Me apoltroné en la silla, observé la cama de dos plazas desordenada y después deslicé la mirada a mi alrededor. La habitación era normal, ni grande ni pequeña. En una esquina había un armario antiguo grande, llena de la ropa que había comprado con el dinero de Maxwell; en el otro extremo se encontraba una mesa de plástico blanca, con una patada sujetada por alambre; junto a la cama había dos mesas de luz, una más deteriorada que la otra, y finalmente la silla de plástico donde me encontraba sentada, a la que le faltaba un brazo de descanso.

-Esto es una mierda -mascullé mientras tiraba la cabeza hacia atrás.

No tenía muchas cosas que hacer en este lugar. Sin embargo, tenía que soportar unos días más a que la atención saliera de las estaciones de trenes, los aeropuertos e incluso la terminal de autobuses de larga distancia. No era idiota, sabía que aquellos lugares serían los primeros en cerrar o flanquear para atraparme.

-Atrapar -resoplé con burla.

¿En qué me había convertido? ¿Una prófuga que había cometido el peor de los delitos? Era consciente de que no estaba siendo madura, que no estaba razonando, ¿pero cuándo me ayudó a ser racional o pensar todo con claridad? Lo único que quería era tratar de aclarar mi mente.
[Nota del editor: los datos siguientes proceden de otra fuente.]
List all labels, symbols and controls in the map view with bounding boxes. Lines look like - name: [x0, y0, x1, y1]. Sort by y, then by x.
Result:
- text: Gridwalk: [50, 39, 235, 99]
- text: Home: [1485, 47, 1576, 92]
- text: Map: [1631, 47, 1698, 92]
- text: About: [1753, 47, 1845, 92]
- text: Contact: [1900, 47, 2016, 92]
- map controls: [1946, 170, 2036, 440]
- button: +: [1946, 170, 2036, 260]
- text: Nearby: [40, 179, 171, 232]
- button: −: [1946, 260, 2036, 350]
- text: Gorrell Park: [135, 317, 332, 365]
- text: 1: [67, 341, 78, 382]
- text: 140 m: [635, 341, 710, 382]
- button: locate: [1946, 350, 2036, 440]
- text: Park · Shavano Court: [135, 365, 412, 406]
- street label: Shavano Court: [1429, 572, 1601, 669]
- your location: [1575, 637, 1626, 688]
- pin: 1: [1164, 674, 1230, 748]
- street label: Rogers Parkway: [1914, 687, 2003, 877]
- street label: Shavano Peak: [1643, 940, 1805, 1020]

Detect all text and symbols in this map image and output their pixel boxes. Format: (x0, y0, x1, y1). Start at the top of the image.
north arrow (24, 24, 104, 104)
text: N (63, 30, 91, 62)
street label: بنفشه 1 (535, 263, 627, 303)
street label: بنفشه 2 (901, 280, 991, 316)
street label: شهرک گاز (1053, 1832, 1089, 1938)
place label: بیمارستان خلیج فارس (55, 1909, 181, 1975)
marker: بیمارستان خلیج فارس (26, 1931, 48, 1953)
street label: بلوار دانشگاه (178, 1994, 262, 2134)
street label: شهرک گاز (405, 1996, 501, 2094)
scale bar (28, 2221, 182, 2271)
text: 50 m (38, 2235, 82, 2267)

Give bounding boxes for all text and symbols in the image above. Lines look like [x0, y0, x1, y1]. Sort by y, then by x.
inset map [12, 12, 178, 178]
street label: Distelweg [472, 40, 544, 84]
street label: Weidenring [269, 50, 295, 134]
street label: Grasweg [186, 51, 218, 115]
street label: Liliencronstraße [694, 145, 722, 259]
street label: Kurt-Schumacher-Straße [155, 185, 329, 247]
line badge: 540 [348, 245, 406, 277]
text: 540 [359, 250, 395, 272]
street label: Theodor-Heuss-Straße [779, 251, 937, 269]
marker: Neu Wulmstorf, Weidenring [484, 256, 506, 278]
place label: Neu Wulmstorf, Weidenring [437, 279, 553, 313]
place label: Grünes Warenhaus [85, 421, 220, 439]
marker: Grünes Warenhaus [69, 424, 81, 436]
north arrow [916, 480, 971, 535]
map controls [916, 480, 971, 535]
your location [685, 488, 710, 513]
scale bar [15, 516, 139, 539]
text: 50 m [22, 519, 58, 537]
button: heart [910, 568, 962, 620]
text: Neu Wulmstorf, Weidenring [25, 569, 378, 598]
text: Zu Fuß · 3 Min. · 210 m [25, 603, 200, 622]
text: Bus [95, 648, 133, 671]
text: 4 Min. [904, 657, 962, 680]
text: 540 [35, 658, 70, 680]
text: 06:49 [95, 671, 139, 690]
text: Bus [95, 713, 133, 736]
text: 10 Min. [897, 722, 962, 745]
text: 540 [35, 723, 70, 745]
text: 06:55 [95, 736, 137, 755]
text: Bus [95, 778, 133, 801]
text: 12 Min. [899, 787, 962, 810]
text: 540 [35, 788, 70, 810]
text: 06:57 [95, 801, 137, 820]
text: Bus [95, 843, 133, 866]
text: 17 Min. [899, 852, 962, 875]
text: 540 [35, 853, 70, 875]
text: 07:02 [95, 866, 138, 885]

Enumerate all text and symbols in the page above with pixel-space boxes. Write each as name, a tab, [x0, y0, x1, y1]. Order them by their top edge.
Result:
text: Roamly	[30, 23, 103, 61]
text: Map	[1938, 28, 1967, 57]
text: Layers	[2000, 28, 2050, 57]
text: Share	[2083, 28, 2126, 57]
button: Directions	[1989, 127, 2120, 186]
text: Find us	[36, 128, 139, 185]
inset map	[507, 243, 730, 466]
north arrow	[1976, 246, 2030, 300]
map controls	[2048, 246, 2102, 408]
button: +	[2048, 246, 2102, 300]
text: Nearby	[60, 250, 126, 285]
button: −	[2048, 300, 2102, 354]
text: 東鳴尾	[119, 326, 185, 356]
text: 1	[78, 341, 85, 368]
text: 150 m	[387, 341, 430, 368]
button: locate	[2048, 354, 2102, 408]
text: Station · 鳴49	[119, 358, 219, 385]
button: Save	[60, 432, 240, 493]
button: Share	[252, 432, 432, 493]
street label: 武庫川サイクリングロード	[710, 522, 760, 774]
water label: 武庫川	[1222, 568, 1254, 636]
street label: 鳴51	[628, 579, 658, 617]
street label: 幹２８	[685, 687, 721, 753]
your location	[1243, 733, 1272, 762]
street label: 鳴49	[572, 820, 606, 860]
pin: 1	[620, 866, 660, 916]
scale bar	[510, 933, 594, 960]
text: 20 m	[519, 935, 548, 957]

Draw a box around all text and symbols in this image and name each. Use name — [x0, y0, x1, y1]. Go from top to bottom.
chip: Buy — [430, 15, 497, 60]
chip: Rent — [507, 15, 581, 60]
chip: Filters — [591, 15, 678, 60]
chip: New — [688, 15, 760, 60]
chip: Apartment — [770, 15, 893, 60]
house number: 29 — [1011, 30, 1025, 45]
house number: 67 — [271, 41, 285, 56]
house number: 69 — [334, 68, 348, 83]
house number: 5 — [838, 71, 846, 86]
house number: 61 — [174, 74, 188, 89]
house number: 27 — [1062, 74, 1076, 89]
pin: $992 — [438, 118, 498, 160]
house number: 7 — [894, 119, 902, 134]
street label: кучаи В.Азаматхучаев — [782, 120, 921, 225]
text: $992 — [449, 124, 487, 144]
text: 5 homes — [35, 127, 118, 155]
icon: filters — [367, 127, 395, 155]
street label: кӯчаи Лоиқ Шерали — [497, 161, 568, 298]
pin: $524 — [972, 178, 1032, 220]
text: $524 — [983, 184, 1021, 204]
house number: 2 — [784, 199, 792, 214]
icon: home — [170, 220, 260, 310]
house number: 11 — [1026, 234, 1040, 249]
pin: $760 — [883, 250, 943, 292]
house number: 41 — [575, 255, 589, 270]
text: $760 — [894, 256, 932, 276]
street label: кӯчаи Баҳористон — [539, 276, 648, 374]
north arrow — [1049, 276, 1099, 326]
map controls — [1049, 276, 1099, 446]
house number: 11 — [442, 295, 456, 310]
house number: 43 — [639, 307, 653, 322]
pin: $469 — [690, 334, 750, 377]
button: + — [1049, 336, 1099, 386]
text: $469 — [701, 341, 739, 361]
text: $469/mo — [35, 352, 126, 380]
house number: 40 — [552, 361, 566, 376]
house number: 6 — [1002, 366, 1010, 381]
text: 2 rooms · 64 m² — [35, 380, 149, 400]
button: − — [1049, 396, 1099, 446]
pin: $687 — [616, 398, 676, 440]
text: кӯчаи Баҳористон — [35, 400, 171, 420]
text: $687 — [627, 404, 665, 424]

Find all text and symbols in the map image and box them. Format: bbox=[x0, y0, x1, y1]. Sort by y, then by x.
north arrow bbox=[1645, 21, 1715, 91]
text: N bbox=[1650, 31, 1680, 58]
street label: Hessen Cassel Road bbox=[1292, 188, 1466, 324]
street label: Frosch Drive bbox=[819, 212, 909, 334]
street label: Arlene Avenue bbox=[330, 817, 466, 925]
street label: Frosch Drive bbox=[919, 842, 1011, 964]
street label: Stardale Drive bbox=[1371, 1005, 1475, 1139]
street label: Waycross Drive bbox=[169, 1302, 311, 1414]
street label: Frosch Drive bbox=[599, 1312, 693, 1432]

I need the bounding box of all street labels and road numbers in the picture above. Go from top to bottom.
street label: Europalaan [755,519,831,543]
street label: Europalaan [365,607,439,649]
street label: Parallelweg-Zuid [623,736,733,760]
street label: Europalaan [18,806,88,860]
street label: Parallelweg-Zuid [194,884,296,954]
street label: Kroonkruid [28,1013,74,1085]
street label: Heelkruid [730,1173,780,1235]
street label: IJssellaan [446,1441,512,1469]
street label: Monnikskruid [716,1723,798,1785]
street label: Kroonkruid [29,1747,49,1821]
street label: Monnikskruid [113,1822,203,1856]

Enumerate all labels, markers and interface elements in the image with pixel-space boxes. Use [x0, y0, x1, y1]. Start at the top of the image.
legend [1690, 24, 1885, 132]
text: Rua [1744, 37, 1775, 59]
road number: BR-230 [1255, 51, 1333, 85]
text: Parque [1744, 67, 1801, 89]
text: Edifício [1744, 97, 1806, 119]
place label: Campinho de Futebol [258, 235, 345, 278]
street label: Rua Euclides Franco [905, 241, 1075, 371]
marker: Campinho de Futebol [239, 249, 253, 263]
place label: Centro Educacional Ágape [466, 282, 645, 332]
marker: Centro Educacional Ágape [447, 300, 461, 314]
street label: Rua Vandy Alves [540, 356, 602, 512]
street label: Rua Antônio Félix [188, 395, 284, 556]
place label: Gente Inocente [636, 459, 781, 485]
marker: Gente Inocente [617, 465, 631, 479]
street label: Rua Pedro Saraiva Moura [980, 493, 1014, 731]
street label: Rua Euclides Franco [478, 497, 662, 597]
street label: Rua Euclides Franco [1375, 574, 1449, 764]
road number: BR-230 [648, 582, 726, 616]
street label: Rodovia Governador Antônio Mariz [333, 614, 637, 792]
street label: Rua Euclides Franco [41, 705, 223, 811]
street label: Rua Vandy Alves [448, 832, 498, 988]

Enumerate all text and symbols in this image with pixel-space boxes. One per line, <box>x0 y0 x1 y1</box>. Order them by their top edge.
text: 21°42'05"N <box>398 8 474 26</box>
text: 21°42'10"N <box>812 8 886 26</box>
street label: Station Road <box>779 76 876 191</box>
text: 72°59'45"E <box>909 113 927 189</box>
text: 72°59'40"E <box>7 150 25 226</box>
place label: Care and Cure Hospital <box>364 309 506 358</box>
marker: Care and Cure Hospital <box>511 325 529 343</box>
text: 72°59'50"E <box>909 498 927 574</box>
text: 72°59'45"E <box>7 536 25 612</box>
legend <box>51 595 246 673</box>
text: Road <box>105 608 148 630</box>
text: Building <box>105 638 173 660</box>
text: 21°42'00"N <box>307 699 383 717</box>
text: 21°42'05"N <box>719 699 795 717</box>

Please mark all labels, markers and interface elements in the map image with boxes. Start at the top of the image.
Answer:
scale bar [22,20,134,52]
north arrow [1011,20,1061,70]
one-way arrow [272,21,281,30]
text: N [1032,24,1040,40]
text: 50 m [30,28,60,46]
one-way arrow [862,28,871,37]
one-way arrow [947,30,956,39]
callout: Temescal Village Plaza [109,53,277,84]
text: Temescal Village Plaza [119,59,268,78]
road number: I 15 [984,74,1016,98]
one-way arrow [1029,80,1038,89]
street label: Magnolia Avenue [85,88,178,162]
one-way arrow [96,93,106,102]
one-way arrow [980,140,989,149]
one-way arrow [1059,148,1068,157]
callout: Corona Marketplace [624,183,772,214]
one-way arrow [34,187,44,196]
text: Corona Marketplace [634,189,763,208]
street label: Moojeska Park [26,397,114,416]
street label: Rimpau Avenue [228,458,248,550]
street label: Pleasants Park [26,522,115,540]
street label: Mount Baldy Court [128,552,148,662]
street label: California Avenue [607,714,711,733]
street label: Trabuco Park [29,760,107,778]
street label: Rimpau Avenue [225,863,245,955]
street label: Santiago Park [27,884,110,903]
Por otra parte, no podía abandonar el pensamiento de que estaba alejando a mis hijos de la fortuna de tener un padre. Sí, sabía que había padres que eran una mierda, pero asimismo sabía que había otros que darían la vida por sus hijos. Y Maxwell era de estos últimos. Lo había visto el día en el que me hice la ecografía. Las lágrimas en sus ojos y el agradecimiento en sus palabras: él estaba enamorado de nuestros hijos.

-Nuestros -susurré y descendí la mirada.

Con lentitud, elevé las manos y las puse delicadamente sobre mi vientre. No los estaban cuidando, no les estaba dando lo que necesitaban. Me estaba desatendiendo mucho. Tenía que mantenerlos seguros, ¿pero cómo podía hacerlo con el egoísmo con el que estaba actuando? Eran mi vida.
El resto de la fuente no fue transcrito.